● Listed entries:

====

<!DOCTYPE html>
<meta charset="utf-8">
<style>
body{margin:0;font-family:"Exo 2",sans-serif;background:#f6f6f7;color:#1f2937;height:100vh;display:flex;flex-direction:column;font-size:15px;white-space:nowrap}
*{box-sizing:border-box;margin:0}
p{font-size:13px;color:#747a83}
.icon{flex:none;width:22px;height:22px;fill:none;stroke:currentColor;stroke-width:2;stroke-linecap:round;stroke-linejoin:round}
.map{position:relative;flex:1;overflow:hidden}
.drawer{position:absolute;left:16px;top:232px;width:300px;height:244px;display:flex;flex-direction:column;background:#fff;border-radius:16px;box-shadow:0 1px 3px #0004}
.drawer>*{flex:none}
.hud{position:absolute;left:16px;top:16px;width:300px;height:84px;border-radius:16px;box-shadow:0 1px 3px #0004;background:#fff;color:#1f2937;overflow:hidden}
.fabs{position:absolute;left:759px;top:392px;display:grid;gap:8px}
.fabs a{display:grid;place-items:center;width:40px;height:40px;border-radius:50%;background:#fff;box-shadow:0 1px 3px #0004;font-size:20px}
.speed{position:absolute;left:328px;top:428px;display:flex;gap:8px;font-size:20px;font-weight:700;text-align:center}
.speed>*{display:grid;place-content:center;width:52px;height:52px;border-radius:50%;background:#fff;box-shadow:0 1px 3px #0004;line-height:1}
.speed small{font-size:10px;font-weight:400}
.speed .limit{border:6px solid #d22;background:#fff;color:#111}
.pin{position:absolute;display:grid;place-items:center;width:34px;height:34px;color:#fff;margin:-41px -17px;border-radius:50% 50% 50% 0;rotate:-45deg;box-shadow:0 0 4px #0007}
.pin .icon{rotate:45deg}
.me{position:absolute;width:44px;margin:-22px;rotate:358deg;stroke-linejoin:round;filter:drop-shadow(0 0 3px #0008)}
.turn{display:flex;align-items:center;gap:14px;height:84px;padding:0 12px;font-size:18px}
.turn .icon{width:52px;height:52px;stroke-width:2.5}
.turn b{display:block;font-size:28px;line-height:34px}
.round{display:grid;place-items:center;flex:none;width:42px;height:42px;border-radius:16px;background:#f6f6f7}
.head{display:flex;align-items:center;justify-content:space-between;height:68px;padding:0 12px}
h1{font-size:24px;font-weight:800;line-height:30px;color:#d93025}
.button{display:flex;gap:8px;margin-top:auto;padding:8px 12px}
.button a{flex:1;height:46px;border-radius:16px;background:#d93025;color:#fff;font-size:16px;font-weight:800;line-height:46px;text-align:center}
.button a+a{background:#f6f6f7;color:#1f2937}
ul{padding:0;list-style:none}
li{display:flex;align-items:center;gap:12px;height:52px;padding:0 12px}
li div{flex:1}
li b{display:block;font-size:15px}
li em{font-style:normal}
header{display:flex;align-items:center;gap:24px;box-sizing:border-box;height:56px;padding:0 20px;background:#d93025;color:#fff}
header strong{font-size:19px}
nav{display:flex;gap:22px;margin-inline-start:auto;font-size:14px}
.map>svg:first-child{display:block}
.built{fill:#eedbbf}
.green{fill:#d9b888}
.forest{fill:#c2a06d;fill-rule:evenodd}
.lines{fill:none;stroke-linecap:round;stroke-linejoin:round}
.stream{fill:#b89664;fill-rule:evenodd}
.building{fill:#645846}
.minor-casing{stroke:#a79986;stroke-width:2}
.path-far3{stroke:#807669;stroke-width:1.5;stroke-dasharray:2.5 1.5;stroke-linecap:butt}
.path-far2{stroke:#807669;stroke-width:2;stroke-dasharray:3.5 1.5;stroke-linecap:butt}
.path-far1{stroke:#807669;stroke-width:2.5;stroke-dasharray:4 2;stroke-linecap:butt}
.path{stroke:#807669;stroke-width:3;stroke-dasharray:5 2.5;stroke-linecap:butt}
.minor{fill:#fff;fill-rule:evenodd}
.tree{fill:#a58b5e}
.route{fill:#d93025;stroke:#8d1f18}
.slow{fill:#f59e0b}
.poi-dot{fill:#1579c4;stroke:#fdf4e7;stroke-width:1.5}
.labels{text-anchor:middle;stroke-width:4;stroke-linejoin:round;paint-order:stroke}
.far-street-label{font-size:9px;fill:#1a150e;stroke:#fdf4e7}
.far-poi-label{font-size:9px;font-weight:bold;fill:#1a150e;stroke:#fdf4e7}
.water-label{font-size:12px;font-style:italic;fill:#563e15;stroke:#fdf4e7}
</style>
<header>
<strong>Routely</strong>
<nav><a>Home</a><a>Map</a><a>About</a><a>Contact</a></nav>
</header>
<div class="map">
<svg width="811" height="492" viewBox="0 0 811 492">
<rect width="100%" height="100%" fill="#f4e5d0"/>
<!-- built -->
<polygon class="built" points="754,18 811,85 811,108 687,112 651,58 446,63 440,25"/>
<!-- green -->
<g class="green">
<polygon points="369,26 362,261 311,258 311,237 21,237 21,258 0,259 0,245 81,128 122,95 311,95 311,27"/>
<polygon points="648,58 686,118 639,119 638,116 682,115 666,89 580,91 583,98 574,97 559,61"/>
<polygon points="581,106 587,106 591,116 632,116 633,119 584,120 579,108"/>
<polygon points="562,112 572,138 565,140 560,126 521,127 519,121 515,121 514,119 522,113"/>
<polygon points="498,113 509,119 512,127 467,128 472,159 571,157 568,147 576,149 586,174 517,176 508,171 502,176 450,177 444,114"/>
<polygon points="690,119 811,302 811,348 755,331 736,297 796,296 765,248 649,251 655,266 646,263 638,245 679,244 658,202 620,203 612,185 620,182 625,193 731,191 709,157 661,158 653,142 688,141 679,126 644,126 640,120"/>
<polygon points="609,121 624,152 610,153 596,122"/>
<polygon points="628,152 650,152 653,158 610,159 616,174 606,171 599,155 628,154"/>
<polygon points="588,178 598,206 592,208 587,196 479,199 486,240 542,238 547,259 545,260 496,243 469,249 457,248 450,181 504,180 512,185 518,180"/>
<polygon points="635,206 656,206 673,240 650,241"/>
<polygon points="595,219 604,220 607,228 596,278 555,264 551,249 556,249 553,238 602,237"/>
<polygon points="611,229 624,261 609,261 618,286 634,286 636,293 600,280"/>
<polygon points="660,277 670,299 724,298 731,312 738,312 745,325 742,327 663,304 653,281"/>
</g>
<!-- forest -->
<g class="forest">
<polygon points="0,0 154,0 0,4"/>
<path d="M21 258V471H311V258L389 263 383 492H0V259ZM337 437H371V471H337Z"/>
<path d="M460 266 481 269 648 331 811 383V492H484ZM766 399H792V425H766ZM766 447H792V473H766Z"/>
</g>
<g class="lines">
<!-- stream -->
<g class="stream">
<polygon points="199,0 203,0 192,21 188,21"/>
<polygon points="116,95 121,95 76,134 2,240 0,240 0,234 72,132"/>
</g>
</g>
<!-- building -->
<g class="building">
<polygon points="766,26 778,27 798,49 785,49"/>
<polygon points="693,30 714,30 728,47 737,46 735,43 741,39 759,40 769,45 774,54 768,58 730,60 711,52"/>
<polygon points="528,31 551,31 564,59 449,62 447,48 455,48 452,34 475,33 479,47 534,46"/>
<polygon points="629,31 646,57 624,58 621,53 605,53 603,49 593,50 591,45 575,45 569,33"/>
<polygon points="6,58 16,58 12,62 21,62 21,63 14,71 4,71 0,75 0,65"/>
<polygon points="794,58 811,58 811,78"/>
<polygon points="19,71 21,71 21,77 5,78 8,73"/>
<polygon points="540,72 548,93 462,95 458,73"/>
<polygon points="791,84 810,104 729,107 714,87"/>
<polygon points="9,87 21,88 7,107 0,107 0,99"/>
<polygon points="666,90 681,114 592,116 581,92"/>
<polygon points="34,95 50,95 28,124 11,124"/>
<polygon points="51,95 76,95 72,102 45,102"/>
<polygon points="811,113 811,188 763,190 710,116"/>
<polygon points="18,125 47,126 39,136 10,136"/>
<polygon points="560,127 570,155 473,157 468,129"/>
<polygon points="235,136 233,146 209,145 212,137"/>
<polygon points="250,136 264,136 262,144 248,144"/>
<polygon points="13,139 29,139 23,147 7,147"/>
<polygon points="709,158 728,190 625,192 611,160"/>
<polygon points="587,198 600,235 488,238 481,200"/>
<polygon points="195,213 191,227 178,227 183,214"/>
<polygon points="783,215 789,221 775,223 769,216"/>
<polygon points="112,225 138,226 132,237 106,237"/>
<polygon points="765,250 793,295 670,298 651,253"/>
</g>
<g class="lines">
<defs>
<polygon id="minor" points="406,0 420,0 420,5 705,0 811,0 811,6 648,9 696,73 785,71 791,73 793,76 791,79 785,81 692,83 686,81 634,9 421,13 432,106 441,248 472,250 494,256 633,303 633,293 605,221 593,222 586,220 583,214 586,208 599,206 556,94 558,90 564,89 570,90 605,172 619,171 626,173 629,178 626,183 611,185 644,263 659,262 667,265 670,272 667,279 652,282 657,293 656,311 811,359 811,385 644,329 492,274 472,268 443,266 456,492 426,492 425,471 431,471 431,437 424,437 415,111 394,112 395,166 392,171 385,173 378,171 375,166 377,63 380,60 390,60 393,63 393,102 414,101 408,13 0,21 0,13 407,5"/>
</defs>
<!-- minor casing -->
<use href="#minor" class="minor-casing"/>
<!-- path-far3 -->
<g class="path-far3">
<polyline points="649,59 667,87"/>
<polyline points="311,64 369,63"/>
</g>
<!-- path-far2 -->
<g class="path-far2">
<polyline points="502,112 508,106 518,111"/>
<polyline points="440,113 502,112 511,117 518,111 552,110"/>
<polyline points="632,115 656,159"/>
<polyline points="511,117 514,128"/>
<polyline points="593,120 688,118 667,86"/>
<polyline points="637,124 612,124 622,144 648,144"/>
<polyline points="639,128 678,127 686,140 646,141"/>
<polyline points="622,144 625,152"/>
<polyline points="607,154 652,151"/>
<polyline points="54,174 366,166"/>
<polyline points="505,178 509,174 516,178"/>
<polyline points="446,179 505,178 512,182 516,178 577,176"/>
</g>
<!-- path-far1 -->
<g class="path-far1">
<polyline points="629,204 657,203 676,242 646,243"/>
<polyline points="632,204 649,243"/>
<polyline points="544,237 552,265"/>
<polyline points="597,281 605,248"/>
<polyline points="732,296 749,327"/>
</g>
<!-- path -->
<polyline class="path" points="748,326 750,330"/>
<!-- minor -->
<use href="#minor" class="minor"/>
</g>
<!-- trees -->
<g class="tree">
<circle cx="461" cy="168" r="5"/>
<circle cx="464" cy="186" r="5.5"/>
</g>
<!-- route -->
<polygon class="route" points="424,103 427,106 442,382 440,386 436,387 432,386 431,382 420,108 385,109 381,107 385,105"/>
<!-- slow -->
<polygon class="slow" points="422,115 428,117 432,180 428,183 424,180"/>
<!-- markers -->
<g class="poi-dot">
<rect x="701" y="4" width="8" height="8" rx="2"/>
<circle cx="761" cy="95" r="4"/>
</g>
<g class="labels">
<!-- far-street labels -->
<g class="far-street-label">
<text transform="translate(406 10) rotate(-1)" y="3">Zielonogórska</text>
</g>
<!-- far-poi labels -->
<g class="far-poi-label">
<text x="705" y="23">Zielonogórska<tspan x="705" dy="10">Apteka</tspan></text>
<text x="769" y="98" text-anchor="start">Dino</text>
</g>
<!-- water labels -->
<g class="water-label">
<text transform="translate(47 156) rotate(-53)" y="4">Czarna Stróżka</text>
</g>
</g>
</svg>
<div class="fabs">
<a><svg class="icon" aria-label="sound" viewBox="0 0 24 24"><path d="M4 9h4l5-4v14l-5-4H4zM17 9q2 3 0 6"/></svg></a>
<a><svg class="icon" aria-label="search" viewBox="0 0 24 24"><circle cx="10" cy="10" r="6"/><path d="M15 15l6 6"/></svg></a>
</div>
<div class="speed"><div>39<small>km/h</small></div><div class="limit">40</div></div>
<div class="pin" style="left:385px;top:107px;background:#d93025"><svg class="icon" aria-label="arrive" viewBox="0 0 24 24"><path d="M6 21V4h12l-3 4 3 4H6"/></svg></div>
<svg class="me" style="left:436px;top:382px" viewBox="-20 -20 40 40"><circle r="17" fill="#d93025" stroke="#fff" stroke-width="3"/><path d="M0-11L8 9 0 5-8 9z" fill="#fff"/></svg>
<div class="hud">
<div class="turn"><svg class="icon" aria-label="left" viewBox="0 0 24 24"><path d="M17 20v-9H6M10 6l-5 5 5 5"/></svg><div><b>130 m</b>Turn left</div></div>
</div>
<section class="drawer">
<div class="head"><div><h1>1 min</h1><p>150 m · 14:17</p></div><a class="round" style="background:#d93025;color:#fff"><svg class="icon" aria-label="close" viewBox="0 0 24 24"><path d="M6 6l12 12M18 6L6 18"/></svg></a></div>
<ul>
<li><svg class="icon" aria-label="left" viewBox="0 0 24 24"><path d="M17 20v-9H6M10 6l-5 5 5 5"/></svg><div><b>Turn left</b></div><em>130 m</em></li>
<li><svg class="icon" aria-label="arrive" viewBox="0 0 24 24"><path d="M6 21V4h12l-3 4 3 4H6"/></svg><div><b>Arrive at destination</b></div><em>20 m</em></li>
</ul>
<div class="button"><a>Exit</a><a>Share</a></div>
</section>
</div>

====

● What to produce: Reproduce every line above that contains the string "limit".

● Reply:
.speed .limit{border:6px solid #d22;background:#fff;color:#111}
<div class="speed"><div>39<small>km/h</small></div><div class="limit">40</div></div>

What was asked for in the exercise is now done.